--- Data supplied Enclosed Below ---

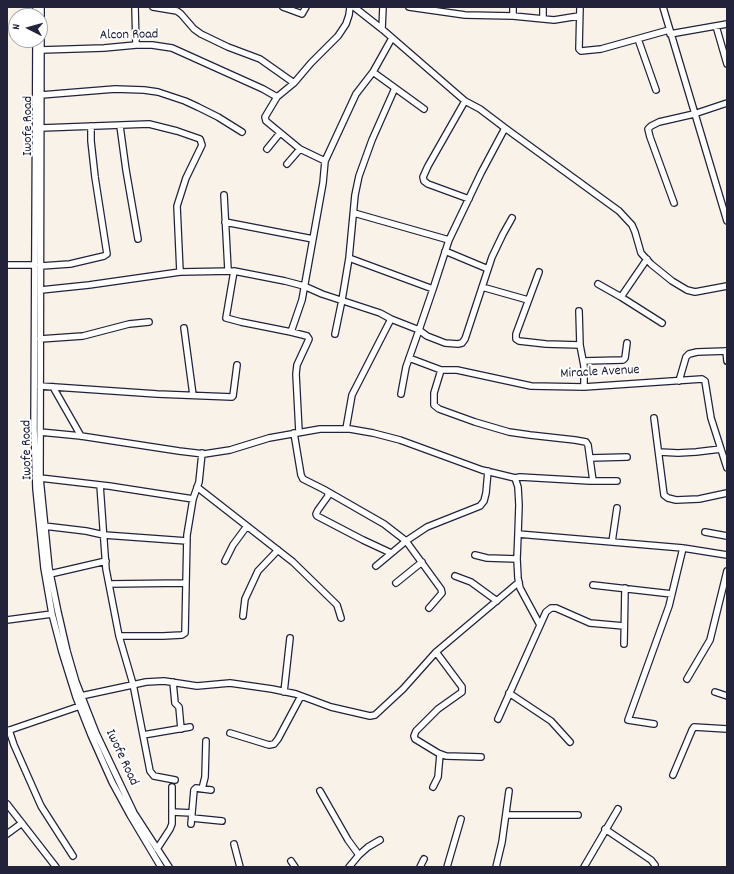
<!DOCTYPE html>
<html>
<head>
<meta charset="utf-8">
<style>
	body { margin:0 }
	#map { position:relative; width:734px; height:874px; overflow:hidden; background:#f9f2e9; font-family:Dekko,sans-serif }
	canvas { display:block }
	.frame { position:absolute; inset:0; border:8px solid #22223b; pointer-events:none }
	.north { position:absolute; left:8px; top:8px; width:40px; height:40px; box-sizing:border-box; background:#fff; border:1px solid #a7a7b1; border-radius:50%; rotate:276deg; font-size:11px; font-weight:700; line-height:16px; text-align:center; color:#22223b }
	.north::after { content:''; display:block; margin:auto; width:14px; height:18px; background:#22223b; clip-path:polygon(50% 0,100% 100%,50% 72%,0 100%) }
</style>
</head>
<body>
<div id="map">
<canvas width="734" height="874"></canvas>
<div class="frame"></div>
<div class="north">N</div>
</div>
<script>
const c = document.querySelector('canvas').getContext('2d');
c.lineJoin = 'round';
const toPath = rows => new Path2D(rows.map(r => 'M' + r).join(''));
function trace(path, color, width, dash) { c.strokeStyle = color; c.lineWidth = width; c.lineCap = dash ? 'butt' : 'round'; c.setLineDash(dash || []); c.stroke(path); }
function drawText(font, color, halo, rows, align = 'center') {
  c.font = font + ' Dekko,sans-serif'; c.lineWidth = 4; c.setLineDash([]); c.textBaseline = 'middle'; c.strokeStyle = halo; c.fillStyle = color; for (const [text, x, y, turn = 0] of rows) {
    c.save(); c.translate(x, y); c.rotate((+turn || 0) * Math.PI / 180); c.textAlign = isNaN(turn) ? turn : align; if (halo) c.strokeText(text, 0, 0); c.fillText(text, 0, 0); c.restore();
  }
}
const minor = toPath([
	[41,7,40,478,49,568,58,612,67,651,76,682,96,733,134,813,169,867],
	[135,7,136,45],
	[153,7,177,11,181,14,194,29,201,34,228,47,260,59,294,83],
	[283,7,302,14,306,7],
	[409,7,465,15,513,16,554,20,579,16],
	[513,7,513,16],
	[543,7,543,19],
	[580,7,579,49,581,51,601,49,669,30],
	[663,7,727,221],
	[36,16,36,7],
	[716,26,727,64],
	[382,29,383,7],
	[670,34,727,24],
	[638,39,656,90],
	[36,40,34,428,36,489,44,568,52,614,62,652,76,697,91,735,112,782,130,815,161,867],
	[41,50,104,48,136,45,152,45,172,48,263,89,277,97],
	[373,72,424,109],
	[41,95,115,89,144,90,158,92,185,101,198,107,218,117,242,132],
	[465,101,428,166,423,177,424,181,428,184,469,199],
	[120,126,126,170,138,239],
	[41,128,149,124,177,131,200,139,202,145,186,178,177,206,180,272],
	[505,128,619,211,632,225,635,232,641,253,651,264,672,281,687,290,695,292,727,286],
	[267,149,280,133],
	[325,161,300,149,266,121,265,117,277,97,294,83,311,63,338,36,346,24,349,15,350,7],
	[287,164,300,149],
	[224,195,228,270],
	[674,203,650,137,648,129,651,126,659,122,694,114,727,103],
	[354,213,449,240],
	[225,222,313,239],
	[445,251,488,269],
	[349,258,433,289],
	[647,259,621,297,662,323],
	[7,265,35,265],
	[41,266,70,264,104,256,107,254,95,177,91,141,91,126],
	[234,271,226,318,241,322,291,332,307,336,309,339,297,365,296,374,299,432],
	[539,272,516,334,516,339,519,341,546,344,580,345],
	[598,284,621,297],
	[482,287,528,300],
	[41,290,89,285,180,272,234,271,285,281,304,286,322,294,380,313,391,319],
	[579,311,580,345,584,366,584,387],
	[184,328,193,395],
	[291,332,302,300,323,183,325,161,356,94,373,72,392,38],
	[335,334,342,300,349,258,355,195,359,176,372,140,395,88],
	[40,339,83,336,129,324,149,322],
	[726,351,727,361],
	[409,358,441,370,457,370,531,386,584,387,702,379,705,381,711,418,727,468],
	[583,361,623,360,625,358,627,343],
	[441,370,434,393,434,405,439,409,475,422,509,432,530,435,575,440,586,442,588,445,593,481],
	[679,381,686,357,689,354,697,352,727,351],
	[40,386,157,394,232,397,233,396,237,365],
	[53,387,81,436],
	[401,394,406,367,419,330,427,336,445,343,458,344,462,343,465,339,492,257,503,234,512,218],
	[654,418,664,495,668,498,676,500,699,499,727,493],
	[346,429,352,395,391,319,419,330,433,289,449,240,481,173,505,128,480,109,465,101,382,29,354,7],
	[40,432,81,436,179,451,204,454,230,450,269,438,320,429,350,429,373,433,400,440,482,470,515,478,518,487,519,505,518,534,683,548,727,555],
	[294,433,301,475,303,479,323,489,384,524,406,541,441,589,442,593,429,608],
	[659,452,678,453,696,452,721,449],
	[590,458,627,457],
	[40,478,109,486,193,499],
	[515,478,520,477,590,481,617,481],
	[100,485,106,569,119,636,133,684,150,771,154,776,175,780],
	[197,487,293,562,337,605,341,618],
	[328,492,328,496,318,510,316,514,317,516,363,540,391,553],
	[44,526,86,531,104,535,187,541],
	[705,532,727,536],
	[518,534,517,559,518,578,520,588,527,601,540,625],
	[612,542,617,508],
	[475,555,487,558,517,559],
	[225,561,233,545,247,526],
	[376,566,406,541,427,527,480,506,484,501,486,493,488,471],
	[50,574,106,561],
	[455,576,471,582,497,601],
	[396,583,422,562],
	[109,584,185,583],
	[593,585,672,594],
	[243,616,245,599,258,571,278,550],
	[7,620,52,614],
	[119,636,163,636,182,635,185,633,187,535,193,499,199,482,202,453],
	[624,644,625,588],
	[436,652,462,687,462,692,438,709,416,731,414,736,415,739,438,753,446,756,481,757],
	[687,679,710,640,727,571],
	[173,682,175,703,179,707,181,729],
	[284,692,290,638],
	[715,692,727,696],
	[509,693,551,721,570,742],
	[81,696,146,682,164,681,197,686,230,683,272,689,296,694,331,707,370,716,375,715,403,689,436,652,519,582],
	[498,719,546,612,551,608,556,608,590,623,624,626],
	[654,724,628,720,669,606,683,548],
	[9,730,14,745,41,806,73,856],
	[7,731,80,706],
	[230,733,269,745,274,744,278,739,301,696],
	[143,735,190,727],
	[673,775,692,730,694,727,727,729],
	[433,787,438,777,440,754],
	[202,789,205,777,206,741],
	[320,791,348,840,359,855],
	[7,804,56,867],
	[172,812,192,813],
	[506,815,578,815],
	[192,818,222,821],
	[191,824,194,790,196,788,211,790],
	[605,829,651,860,655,865,655,867],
	[7,834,22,823],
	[234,844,240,867],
	[157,849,170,829,172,824,172,787],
	[291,861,295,867],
	[349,867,359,855,368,847,380,840],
	[420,867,424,859],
	[447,867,461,819],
	[496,867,502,842,509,791],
	[584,867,618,809]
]);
trace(minor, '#22223b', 8);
trace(minor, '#fff', 5.5);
drawText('14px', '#22223b', '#fff', [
	["Alcon Road",129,36,-1],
	["Iwofe Road",29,126,-90],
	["Miracle Avenue",600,373,-3],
	["Iwofe Road",28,450,-91],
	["Iwofe Road",121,758,65]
]);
</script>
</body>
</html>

--- End of Enclosed Data supplied ---

### Exercise aim
Each line of the data above that contains the string "canvas" should be counted; give only the total.

### Reply to the task
3